[Dataset excerpts]
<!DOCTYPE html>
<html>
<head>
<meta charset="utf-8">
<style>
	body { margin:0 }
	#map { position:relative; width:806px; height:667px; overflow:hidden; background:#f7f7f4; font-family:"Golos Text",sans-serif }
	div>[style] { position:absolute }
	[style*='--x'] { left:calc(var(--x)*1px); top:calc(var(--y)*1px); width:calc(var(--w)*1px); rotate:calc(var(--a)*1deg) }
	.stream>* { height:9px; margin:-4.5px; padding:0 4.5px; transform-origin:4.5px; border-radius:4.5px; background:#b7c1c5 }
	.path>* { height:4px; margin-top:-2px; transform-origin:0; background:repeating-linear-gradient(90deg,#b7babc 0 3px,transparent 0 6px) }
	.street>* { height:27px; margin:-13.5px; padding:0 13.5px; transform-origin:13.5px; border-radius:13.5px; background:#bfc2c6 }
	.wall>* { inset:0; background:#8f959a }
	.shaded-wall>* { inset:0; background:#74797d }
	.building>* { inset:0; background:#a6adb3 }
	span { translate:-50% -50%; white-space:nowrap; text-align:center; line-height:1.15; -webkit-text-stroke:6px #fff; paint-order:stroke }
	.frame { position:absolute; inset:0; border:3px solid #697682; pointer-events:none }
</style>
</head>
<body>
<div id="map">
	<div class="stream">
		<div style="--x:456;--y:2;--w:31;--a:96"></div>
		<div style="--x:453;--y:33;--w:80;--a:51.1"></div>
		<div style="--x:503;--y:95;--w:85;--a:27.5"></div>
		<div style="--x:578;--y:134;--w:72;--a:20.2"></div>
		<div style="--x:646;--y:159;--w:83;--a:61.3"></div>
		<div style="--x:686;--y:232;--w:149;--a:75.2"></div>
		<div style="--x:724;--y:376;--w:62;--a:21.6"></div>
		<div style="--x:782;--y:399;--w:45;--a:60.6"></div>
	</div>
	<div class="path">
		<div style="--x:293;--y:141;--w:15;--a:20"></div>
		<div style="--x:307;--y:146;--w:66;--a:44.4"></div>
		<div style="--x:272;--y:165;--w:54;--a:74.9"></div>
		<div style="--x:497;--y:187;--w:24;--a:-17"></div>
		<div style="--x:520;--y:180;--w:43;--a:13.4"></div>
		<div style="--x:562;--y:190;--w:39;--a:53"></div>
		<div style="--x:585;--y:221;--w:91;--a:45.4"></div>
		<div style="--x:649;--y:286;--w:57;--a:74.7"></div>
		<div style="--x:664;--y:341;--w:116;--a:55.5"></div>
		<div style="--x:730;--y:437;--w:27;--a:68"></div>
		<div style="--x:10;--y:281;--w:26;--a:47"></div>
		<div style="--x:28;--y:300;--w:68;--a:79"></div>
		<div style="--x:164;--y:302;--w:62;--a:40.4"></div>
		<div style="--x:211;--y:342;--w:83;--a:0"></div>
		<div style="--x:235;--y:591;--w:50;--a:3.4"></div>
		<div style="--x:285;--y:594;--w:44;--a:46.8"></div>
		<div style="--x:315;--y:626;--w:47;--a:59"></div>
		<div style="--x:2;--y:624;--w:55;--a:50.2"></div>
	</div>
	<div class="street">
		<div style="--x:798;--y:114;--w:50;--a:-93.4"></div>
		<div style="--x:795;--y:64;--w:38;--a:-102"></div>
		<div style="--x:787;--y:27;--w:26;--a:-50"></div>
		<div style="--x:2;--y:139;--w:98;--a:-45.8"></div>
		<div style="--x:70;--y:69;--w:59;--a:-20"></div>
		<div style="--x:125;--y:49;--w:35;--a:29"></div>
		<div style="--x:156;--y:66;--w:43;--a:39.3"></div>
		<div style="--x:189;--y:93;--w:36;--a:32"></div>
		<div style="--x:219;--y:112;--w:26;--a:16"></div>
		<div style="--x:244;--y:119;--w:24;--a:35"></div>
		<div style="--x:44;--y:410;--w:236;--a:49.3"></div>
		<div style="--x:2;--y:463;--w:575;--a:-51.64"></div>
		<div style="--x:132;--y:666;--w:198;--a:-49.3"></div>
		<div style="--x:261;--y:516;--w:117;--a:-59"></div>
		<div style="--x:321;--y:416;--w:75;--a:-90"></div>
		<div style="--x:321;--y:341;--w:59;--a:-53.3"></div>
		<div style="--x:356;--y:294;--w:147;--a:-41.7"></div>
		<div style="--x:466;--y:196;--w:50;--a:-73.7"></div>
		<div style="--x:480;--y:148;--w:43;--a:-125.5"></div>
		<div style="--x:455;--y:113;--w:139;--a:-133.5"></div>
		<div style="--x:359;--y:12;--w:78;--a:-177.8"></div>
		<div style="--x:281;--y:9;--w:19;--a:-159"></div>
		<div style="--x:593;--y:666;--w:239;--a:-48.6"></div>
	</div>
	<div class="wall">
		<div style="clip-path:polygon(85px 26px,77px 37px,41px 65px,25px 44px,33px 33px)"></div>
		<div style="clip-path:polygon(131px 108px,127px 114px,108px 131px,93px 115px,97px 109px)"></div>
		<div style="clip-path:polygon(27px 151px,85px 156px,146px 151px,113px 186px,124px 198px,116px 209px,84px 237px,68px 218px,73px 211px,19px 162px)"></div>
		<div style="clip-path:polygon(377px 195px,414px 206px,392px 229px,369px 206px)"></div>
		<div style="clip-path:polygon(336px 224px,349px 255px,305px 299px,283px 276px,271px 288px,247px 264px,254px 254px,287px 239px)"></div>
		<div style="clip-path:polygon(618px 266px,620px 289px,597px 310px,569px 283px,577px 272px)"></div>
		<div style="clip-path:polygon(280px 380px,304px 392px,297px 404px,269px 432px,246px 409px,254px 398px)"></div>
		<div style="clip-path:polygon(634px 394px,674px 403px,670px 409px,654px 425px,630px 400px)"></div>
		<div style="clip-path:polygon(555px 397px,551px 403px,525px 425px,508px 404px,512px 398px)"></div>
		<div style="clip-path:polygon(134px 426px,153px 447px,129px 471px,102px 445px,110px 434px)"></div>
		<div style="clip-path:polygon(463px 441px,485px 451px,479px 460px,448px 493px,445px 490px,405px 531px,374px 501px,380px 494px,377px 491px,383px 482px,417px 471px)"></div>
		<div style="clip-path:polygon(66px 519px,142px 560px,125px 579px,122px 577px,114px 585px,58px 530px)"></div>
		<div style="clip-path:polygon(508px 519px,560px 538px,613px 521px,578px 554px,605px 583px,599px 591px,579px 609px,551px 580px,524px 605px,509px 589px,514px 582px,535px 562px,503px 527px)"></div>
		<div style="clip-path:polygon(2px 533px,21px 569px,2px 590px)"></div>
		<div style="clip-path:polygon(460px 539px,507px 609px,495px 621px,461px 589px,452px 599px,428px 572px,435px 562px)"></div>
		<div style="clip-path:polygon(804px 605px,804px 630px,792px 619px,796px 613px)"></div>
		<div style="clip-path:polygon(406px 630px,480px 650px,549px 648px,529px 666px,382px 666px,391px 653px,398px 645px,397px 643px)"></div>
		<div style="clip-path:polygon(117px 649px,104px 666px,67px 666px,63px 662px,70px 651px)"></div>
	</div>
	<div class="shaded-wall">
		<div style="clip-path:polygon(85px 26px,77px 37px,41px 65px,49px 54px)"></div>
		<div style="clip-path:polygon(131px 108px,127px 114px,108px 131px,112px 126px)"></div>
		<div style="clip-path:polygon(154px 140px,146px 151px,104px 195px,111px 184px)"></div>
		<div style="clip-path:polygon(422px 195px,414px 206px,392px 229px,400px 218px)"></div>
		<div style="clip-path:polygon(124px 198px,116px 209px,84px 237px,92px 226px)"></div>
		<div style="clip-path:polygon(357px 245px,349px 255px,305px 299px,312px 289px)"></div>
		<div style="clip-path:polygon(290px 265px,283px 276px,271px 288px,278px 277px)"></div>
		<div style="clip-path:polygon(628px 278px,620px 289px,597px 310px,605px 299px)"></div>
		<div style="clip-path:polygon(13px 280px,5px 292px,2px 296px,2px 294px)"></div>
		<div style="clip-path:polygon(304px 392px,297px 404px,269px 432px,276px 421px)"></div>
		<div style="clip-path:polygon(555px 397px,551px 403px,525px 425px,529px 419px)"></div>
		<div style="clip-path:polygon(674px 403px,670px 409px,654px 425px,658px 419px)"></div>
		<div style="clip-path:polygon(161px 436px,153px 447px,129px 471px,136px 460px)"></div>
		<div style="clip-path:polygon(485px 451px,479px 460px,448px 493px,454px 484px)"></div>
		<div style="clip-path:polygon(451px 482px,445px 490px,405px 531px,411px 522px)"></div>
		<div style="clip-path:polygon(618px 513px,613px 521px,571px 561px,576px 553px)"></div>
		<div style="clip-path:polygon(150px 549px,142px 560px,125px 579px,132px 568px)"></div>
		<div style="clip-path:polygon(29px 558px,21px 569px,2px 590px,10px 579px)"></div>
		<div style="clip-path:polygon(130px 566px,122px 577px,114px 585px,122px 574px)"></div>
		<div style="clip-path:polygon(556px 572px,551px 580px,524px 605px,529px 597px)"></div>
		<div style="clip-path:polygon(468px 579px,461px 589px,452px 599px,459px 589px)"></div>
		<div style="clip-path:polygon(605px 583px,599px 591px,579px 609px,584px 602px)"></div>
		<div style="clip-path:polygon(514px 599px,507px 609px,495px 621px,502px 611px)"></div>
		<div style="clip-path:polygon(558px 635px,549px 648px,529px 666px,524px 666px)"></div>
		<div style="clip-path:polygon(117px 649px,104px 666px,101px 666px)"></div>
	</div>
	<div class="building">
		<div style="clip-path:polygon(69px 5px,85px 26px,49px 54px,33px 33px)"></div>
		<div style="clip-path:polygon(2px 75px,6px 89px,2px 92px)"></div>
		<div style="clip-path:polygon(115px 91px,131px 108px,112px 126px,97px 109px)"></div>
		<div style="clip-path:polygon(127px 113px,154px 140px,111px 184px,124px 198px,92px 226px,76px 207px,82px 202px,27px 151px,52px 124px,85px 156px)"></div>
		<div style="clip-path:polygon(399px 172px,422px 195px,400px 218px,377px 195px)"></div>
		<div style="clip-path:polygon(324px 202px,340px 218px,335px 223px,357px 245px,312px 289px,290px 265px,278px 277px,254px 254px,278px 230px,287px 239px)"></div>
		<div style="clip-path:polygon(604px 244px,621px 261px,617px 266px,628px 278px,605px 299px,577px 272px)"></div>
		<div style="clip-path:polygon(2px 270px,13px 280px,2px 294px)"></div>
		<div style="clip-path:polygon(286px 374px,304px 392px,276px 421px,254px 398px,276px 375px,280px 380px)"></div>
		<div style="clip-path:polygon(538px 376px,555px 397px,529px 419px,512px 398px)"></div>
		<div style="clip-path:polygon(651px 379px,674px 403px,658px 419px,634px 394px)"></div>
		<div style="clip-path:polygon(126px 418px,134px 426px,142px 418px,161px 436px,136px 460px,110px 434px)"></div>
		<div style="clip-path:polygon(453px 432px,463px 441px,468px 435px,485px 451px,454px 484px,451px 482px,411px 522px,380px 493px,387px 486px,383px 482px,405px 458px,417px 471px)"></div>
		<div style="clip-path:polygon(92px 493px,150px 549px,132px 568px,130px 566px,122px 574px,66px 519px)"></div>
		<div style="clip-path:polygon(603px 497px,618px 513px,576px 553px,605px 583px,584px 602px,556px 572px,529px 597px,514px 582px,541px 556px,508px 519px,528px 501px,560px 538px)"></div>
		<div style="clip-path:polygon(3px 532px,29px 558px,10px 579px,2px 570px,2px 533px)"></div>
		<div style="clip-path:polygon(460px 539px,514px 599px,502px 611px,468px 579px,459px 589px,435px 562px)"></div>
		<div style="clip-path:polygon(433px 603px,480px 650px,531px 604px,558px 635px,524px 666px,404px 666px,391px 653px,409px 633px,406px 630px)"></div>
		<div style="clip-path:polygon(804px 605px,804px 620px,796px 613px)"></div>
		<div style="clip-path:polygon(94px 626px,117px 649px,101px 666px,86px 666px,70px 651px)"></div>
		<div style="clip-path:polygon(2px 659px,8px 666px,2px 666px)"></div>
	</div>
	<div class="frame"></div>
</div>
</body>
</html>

[WHAT YOU NEED TO DO]: Would you tally the lines above holding "width" and reply with the total alone?

[WRITTEN RESPONSE]: 2